--- Provided data ---
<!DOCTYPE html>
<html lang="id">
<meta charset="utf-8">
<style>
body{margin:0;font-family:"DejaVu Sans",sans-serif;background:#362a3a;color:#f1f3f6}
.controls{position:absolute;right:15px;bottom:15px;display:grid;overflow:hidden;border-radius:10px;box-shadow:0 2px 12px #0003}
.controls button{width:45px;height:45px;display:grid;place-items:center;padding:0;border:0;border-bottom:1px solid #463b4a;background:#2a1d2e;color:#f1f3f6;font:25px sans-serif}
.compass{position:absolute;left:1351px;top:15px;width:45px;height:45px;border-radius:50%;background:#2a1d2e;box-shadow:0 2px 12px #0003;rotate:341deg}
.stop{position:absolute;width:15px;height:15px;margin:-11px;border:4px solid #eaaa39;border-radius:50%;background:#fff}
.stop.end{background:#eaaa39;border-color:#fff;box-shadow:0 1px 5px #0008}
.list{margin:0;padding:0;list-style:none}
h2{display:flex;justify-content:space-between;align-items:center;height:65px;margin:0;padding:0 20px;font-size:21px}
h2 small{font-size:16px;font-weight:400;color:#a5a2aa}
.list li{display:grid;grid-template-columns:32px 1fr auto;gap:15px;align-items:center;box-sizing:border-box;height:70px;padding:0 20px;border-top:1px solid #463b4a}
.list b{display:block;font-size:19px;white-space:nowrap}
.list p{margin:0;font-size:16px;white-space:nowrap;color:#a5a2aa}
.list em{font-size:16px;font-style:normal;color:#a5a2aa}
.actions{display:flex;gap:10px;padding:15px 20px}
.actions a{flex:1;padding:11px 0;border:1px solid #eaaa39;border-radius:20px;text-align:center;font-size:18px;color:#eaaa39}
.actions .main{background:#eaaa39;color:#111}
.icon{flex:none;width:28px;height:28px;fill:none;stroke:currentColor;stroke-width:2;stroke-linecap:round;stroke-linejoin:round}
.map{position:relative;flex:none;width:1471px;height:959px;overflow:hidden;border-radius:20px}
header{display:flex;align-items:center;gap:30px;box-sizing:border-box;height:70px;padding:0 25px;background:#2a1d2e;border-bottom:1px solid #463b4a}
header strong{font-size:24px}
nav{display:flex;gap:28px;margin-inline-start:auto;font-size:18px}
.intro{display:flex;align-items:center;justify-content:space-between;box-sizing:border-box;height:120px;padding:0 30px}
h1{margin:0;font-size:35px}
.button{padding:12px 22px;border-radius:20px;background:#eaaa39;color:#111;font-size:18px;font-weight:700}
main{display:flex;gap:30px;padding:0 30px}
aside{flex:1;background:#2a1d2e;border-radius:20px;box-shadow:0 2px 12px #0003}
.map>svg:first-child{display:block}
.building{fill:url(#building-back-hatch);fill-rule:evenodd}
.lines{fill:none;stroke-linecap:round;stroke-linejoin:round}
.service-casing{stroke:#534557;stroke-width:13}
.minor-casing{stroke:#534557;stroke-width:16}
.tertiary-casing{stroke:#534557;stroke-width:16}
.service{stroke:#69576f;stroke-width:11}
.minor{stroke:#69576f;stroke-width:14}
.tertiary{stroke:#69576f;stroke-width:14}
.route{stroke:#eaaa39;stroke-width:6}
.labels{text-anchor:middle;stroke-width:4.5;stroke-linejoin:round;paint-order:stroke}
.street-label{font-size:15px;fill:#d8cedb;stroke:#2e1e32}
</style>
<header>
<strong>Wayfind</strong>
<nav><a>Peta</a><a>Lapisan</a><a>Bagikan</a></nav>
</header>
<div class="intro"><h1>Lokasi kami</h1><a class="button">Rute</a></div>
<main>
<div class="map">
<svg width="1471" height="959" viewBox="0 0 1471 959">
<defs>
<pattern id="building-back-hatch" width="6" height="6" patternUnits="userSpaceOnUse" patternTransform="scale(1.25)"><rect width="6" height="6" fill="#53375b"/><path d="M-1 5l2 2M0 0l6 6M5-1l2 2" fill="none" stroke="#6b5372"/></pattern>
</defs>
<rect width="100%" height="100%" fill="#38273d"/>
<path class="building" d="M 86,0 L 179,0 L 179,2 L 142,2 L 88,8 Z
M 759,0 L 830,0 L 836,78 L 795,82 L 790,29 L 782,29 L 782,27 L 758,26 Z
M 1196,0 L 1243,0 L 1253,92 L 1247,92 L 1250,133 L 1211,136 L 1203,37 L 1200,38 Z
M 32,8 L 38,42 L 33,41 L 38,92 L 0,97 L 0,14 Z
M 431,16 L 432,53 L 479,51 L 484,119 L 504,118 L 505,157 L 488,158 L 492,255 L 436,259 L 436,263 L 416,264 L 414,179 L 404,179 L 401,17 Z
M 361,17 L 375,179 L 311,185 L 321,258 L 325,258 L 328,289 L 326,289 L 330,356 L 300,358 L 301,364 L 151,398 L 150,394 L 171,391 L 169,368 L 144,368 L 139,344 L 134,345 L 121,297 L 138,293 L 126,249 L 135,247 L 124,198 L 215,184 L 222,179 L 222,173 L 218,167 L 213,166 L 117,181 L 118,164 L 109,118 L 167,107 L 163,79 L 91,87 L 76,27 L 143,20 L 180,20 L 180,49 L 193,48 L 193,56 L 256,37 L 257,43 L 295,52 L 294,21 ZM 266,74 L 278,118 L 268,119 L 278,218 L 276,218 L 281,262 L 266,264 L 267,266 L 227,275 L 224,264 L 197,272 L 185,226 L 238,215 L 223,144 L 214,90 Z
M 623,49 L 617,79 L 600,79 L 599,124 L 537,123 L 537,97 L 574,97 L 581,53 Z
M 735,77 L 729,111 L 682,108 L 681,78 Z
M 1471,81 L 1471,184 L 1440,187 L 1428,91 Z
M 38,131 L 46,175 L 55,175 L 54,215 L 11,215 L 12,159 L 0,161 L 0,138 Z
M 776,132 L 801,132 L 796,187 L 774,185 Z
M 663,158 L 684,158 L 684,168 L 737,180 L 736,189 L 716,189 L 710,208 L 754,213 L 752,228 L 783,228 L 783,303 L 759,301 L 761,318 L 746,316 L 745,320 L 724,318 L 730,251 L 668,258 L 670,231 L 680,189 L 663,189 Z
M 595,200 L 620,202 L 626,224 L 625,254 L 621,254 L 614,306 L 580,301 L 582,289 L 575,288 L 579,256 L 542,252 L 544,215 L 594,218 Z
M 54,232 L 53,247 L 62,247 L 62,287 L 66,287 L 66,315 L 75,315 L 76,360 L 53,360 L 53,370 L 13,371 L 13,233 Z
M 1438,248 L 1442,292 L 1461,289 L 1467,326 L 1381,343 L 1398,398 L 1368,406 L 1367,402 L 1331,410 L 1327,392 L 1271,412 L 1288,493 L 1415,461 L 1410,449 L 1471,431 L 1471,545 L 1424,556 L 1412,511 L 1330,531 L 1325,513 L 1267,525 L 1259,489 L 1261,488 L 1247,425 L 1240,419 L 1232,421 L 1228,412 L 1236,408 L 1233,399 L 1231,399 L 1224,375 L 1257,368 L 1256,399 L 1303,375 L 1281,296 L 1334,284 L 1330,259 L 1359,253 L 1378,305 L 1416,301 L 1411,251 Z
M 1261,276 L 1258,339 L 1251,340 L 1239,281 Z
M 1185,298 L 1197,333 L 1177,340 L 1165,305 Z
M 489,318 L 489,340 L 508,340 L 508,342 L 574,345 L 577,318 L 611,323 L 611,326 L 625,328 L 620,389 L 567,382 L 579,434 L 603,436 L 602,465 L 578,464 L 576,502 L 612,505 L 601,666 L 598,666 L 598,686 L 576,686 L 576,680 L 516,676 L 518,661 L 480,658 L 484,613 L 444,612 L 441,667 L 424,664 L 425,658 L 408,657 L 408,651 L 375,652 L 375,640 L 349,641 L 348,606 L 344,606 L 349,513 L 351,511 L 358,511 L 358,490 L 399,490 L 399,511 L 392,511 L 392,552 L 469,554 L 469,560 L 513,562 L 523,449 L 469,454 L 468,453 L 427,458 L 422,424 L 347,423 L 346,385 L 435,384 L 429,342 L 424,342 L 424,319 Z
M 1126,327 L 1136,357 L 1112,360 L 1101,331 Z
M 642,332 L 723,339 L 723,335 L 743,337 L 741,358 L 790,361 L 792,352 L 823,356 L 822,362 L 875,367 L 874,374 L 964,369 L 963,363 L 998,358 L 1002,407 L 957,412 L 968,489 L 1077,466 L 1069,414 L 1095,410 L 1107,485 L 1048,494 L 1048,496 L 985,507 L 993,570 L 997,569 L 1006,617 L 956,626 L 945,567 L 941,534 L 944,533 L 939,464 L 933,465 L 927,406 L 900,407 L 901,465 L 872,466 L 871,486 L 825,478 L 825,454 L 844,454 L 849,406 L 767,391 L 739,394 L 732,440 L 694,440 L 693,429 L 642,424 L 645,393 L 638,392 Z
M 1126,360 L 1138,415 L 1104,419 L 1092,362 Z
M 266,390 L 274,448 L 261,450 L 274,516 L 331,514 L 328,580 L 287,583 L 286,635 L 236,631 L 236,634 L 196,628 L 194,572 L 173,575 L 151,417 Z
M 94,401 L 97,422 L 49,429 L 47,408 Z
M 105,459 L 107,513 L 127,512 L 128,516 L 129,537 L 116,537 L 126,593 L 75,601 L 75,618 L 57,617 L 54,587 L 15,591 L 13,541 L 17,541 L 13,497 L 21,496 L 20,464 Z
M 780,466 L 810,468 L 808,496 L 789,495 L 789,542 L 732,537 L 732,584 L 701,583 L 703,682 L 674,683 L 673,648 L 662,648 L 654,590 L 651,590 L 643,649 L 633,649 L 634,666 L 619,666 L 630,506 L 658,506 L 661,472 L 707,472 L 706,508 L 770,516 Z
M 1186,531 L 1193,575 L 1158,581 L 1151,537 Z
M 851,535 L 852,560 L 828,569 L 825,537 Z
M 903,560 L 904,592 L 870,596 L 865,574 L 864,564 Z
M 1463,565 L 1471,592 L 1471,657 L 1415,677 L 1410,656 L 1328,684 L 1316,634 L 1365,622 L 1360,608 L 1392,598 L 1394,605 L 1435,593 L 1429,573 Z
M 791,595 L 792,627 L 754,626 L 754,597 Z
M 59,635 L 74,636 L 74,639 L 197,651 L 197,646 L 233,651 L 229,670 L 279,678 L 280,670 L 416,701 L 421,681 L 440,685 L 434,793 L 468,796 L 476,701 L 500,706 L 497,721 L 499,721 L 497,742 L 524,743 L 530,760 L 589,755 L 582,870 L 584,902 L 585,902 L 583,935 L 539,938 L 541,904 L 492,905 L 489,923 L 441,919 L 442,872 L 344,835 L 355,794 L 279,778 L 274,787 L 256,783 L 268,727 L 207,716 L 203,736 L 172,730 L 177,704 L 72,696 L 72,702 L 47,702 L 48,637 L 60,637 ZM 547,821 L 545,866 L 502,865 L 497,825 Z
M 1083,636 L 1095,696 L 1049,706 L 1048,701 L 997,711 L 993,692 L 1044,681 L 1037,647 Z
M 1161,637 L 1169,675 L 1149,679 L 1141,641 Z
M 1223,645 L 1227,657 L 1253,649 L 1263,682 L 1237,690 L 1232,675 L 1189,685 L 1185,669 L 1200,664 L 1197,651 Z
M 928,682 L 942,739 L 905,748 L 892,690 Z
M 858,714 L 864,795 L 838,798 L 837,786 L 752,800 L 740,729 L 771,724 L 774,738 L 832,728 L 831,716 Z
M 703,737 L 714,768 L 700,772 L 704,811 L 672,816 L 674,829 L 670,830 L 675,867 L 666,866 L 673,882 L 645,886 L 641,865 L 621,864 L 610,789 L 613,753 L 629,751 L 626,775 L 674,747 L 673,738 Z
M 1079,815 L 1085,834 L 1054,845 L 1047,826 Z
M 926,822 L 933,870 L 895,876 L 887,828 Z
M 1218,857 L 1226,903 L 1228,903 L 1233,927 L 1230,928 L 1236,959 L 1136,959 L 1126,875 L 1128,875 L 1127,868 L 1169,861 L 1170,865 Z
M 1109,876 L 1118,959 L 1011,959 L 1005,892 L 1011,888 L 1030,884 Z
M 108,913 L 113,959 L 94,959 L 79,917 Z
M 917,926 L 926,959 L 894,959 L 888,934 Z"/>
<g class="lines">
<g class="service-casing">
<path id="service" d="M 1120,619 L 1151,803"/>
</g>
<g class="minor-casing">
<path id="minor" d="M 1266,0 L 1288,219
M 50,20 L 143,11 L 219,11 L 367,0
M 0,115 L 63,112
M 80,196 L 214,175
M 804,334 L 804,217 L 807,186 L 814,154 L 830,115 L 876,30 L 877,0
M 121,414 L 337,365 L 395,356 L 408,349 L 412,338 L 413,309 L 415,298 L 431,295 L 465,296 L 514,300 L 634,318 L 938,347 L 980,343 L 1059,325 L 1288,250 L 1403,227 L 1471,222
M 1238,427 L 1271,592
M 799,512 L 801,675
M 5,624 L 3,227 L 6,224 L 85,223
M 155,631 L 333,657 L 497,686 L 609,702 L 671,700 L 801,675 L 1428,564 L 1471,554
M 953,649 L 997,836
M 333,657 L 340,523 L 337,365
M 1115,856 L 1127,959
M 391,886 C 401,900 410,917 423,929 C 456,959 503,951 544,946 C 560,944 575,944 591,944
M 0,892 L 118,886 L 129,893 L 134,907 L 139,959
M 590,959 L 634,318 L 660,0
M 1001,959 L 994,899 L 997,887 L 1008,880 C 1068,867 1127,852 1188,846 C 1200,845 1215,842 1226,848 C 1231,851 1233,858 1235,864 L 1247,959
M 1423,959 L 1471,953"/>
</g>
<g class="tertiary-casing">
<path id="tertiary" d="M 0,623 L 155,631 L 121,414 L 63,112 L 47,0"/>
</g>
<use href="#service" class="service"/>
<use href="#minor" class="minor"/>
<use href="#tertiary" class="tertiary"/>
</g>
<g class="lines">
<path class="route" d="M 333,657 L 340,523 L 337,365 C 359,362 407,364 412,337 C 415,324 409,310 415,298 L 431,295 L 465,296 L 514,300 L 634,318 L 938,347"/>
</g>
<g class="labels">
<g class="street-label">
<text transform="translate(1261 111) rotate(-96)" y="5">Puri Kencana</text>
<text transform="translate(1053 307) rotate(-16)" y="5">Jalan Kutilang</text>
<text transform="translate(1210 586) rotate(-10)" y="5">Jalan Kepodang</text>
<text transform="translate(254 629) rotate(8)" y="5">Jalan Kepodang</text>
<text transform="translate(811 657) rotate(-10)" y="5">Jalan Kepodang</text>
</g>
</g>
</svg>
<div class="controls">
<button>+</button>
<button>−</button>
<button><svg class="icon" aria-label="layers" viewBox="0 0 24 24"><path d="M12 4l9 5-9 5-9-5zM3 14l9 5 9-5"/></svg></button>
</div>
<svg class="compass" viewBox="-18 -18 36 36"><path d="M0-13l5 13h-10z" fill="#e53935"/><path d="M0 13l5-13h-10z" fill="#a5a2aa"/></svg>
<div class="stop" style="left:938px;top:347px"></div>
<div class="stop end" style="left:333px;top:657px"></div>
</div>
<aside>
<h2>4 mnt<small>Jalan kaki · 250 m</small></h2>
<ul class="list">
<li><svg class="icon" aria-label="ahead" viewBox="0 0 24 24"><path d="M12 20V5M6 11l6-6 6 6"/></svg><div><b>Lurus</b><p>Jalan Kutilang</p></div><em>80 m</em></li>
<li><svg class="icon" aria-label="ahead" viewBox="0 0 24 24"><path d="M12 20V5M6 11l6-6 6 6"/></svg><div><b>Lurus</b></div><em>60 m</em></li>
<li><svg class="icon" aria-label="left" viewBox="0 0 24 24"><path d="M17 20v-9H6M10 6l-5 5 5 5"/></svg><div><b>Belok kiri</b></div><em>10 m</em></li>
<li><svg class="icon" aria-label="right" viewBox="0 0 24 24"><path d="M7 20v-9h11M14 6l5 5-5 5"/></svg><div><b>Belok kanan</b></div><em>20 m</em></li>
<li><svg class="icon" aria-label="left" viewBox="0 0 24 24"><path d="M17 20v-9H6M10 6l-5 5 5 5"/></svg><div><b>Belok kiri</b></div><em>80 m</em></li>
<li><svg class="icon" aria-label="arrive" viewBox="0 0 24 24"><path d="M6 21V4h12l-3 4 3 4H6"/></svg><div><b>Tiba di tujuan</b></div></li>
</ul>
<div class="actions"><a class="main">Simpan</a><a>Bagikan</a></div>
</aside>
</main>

--- Work item ---
Each line of the material that holds the string "header" counts once; give the total alone.

--- Reply to the exercise ---
4